Problem requirements → Once a line is found to contain "Özdemir", copy it out of the listing.

Given information →
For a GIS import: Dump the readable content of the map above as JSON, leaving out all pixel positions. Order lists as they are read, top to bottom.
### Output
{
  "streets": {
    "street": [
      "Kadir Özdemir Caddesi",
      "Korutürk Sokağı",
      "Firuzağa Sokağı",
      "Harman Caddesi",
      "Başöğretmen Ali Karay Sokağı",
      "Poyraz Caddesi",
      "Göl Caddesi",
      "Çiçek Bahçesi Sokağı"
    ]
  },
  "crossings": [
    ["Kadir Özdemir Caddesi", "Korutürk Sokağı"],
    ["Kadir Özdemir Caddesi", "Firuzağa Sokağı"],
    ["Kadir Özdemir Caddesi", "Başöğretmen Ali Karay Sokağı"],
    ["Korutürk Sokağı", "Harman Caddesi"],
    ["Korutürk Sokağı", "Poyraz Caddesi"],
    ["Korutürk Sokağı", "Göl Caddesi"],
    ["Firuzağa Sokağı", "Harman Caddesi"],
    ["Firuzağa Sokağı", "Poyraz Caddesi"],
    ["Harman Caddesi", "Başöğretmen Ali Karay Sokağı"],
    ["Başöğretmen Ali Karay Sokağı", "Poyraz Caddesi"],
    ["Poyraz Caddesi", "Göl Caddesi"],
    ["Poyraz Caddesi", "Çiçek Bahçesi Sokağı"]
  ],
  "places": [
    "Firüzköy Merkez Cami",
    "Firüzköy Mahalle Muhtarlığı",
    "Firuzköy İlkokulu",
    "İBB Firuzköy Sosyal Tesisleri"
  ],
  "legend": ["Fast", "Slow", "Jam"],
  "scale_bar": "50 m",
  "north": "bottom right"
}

Written response →
      "Kadir Özdemir Caddesi",
    ["Kadir Özdemir Caddesi", "Korutürk Sokağı"],
    ["Kadir Özdemir Caddesi", "Firuzağa Sokağı"],
    ["Kadir Özdemir Caddesi", "Başöğretmen Ali Karay Sokağı"],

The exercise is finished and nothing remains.